**Prompt**. Give again, exactly as they appear, only the lines from the one containing "Read this picture" through the last line of the material below.
=== Records supplied ===
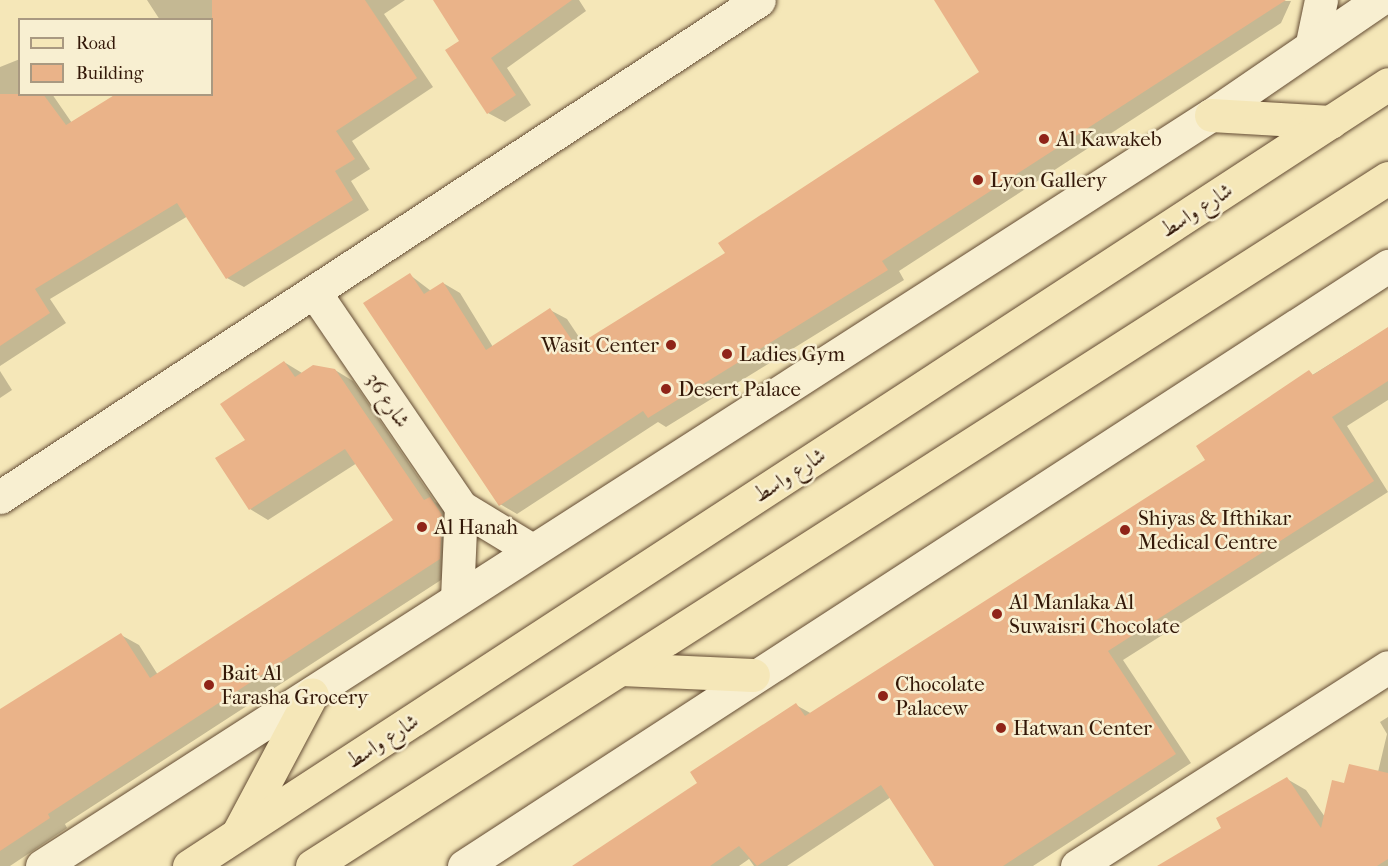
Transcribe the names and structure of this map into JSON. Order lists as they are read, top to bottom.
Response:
{
  "streets": {
    "main road": ["شارع واسط"],
    "street": ["شارع 36"]
  },
  "places": [
    "Al Kawakeb",
    "Lyon Gallery",
    "Wasit Center",
    "Ladies Gym",
    "Desert Palace",
    "Al Hanah",
    "Shiyas & Ifthikar Medical Centre",
    "Al Manlaka Al Suwaisri Chocolate",
    "Bait Al Farasha Grocery",
    "Chocolate Palacew",
    "Hatwan Center"
  ],
  "legend": ["Road", "Building"]
}
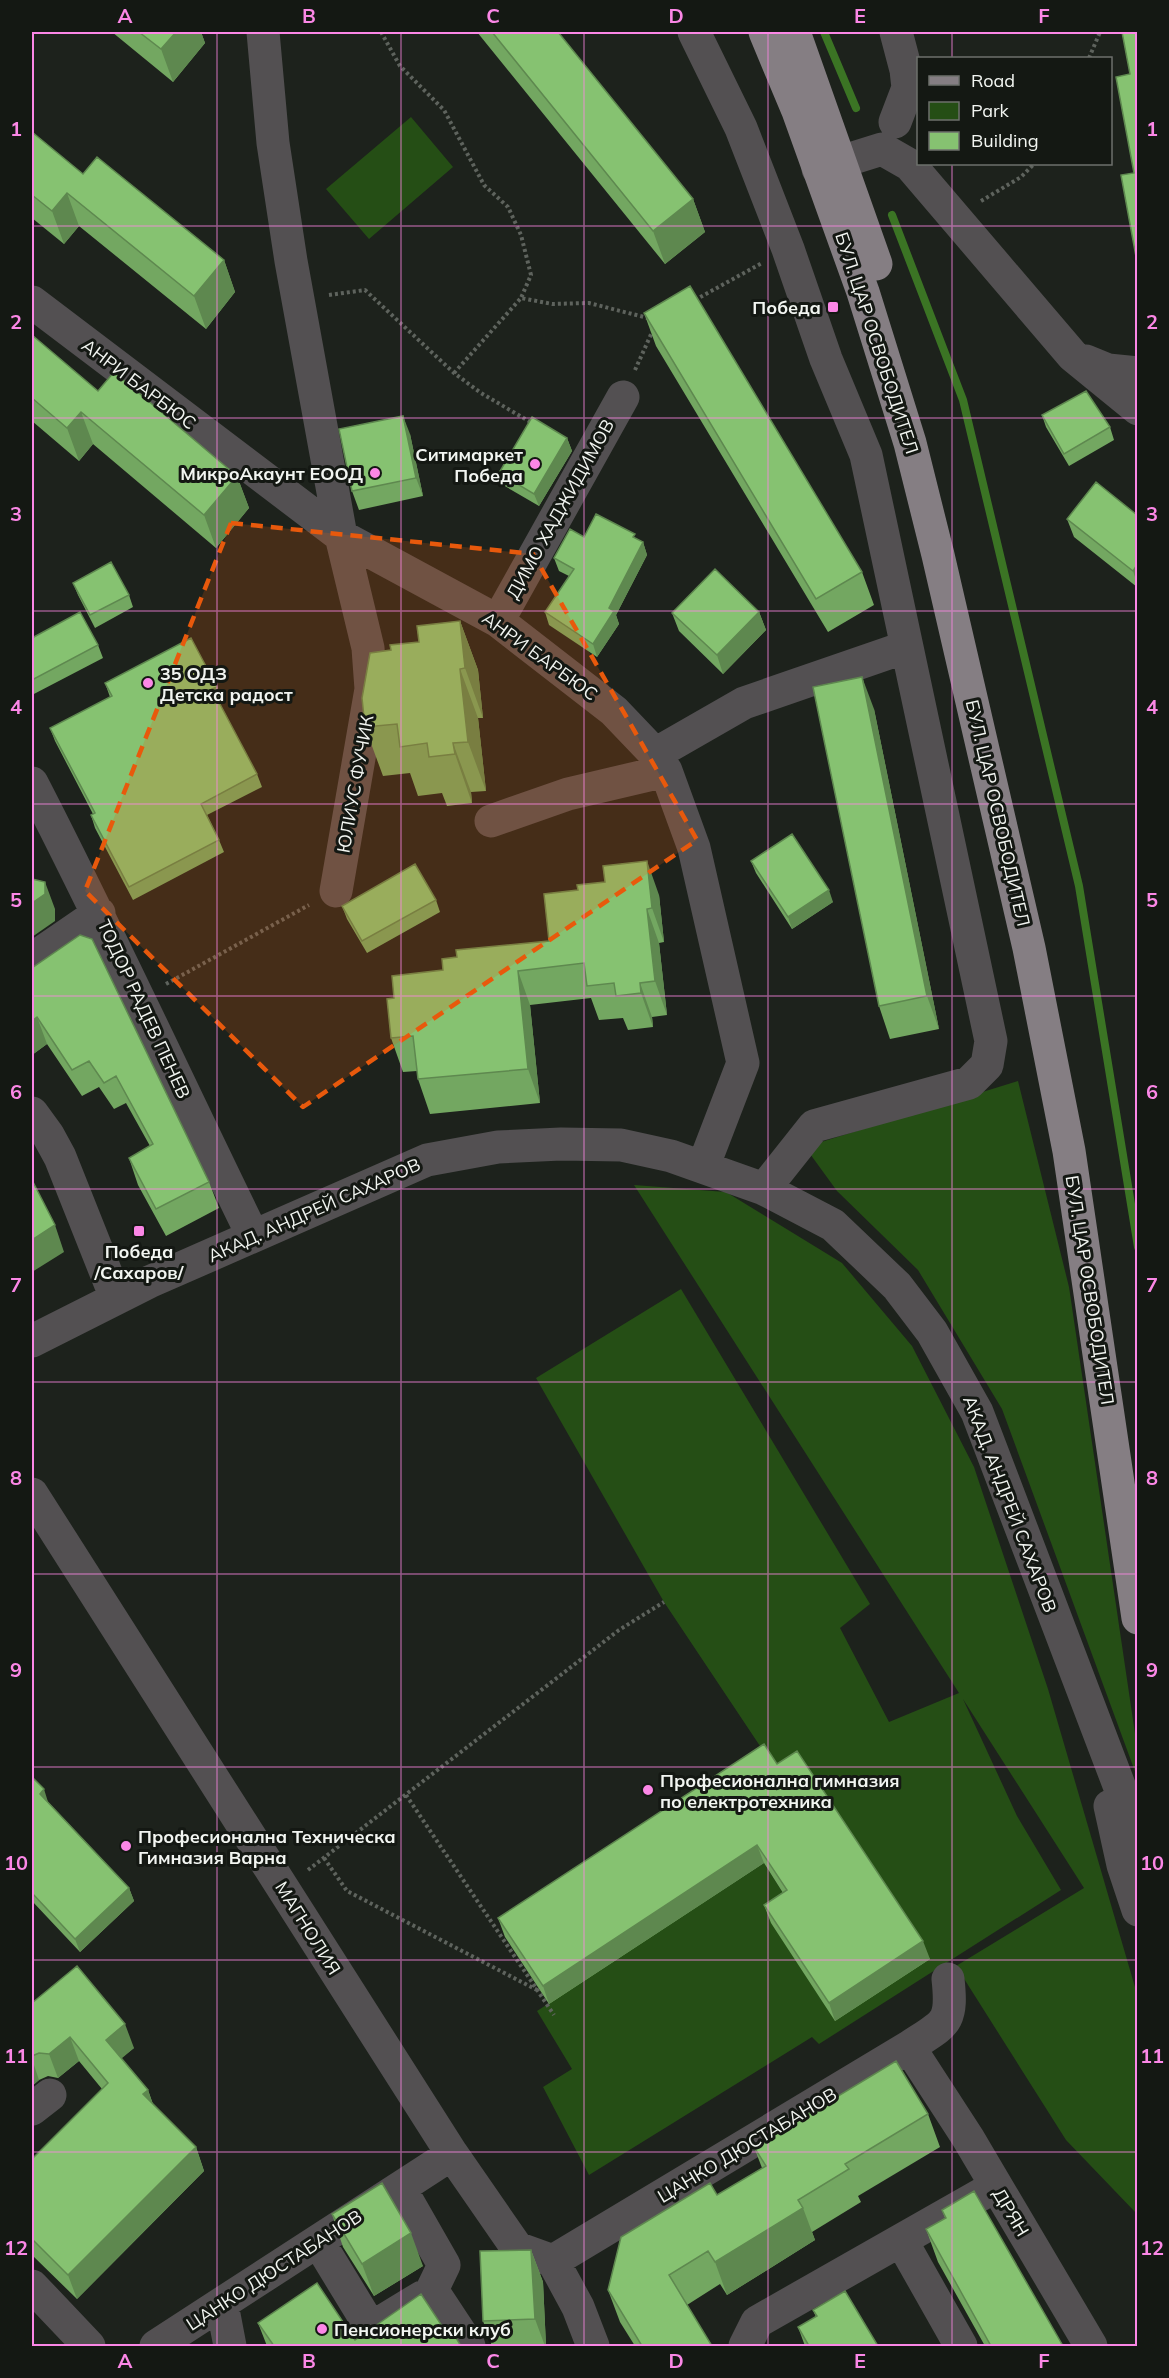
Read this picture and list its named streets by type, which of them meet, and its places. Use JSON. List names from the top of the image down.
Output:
===
**Response to this task**.
Read this picture and list its named streets by type, which of them meet, and its places. Use JSON. List names from the top of the image down.
Output:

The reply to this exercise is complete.